[TRY IT]: Across the material below, how many lines contain the word "function"? Give only the number.

*** THE DATA ***

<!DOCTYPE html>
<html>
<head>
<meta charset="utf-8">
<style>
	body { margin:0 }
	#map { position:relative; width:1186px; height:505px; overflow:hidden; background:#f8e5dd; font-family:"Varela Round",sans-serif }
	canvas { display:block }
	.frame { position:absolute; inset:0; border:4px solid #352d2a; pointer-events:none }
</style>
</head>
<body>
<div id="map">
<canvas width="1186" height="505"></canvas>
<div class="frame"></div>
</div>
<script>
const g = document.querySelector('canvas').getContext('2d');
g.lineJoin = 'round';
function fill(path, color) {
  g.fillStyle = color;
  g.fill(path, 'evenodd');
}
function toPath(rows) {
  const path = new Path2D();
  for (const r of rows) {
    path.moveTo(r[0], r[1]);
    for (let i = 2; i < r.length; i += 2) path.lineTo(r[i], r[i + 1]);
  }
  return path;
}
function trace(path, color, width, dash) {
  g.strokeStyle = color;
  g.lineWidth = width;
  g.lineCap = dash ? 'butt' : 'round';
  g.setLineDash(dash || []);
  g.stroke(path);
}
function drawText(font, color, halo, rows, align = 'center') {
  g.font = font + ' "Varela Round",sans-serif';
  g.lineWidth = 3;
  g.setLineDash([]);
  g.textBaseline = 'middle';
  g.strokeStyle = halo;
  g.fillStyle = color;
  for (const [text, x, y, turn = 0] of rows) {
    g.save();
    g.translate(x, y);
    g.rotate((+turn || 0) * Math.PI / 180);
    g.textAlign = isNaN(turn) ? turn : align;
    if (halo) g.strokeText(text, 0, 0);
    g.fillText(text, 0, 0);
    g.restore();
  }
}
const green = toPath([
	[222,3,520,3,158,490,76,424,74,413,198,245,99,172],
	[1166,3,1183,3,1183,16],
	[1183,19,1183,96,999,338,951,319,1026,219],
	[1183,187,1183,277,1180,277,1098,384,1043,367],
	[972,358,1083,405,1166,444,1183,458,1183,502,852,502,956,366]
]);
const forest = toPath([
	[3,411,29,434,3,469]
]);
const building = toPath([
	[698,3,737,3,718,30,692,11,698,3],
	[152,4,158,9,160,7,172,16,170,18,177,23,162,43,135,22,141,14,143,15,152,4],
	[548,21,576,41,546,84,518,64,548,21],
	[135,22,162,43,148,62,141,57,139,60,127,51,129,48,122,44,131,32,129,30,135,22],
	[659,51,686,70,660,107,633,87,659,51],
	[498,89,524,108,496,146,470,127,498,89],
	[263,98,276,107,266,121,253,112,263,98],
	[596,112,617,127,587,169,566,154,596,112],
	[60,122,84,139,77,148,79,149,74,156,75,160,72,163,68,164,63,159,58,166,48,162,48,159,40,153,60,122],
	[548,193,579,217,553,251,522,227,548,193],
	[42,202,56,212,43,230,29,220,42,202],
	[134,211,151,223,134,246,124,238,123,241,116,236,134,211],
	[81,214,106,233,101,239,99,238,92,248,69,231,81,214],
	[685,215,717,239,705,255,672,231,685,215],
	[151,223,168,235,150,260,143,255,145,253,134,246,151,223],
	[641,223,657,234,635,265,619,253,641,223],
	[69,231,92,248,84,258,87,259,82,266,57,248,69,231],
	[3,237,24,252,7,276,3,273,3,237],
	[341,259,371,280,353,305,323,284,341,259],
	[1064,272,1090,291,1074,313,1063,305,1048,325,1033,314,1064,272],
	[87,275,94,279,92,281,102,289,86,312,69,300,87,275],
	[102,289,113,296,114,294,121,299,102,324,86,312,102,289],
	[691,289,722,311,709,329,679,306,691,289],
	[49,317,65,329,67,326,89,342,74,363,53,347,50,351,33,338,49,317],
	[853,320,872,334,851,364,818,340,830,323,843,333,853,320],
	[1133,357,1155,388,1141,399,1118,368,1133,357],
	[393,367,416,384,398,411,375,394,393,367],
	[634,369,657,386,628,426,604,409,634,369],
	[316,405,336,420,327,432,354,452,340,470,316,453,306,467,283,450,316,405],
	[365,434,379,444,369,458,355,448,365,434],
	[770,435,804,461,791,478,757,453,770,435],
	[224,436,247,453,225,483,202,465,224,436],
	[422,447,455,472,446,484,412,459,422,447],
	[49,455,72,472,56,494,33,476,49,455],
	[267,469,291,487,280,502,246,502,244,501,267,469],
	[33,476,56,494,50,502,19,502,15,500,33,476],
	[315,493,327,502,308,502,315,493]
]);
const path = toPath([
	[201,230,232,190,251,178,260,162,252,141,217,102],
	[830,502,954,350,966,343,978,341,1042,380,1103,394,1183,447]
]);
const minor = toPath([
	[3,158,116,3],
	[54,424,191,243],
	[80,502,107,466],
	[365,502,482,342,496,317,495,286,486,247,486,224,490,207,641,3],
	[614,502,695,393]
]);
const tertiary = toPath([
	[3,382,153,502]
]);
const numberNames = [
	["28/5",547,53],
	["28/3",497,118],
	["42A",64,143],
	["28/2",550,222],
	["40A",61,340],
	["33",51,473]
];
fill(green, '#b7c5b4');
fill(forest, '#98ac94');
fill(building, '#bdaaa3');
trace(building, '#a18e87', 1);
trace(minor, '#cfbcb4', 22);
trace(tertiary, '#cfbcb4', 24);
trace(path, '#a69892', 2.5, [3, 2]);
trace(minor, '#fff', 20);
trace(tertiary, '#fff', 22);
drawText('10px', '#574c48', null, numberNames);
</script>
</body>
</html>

*** End of THE DATA ***

[RESULT FOR THIS EXERCISE]: 4